▶ _Instructions to follow_:
Repeat each record below exactly, omitting whatever pictures appear in it.

▶ _Records provided_:
----------
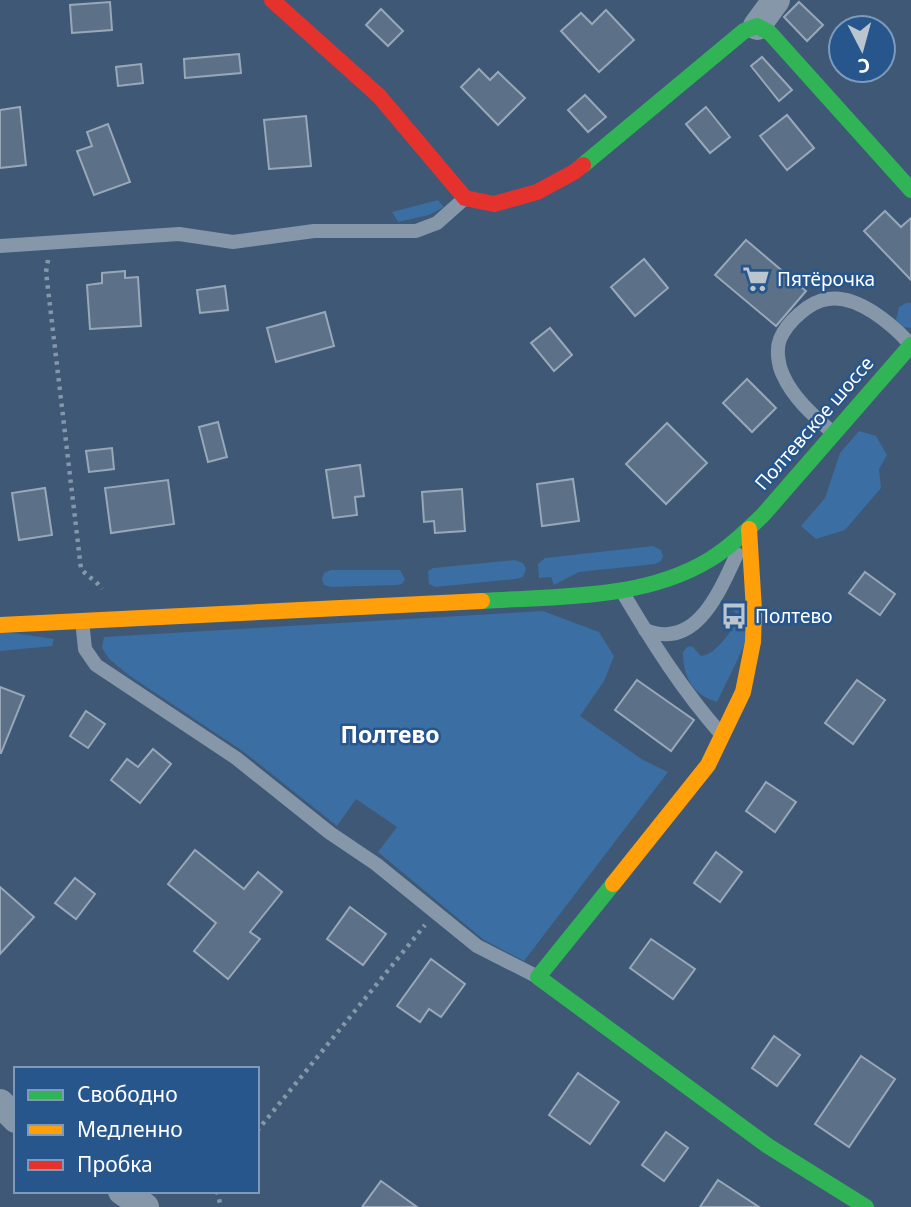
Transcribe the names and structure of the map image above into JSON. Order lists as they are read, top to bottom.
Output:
{
  "streets": {
    "street": ["Полтевское шоссе"]
  },
  "districts": ["Полтево"],
  "places": {
    "supermarket": ["Пятёрочка"],
    "bus stop": ["Полтево"]
  },
  "legend": ["Свободно", "Медленно", "Пробка"],
  "north": "bottom"
}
----------
▶ _Task result_:
Transcribe the names and structure of the map image above into JSON. Order lists as they are read, top to bottom.
Output:
{
  "streets": {
    "street": ["Полтевское шоссе"]
  },
  "districts": ["Полтево"],
  "places": {
    "supermarket": ["Пятёрочка"],
    "bus stop": ["Полтево"]
  },
  "legend": ["Свободно", "Медленно", "Пробка"],
  "north": "bottom"
}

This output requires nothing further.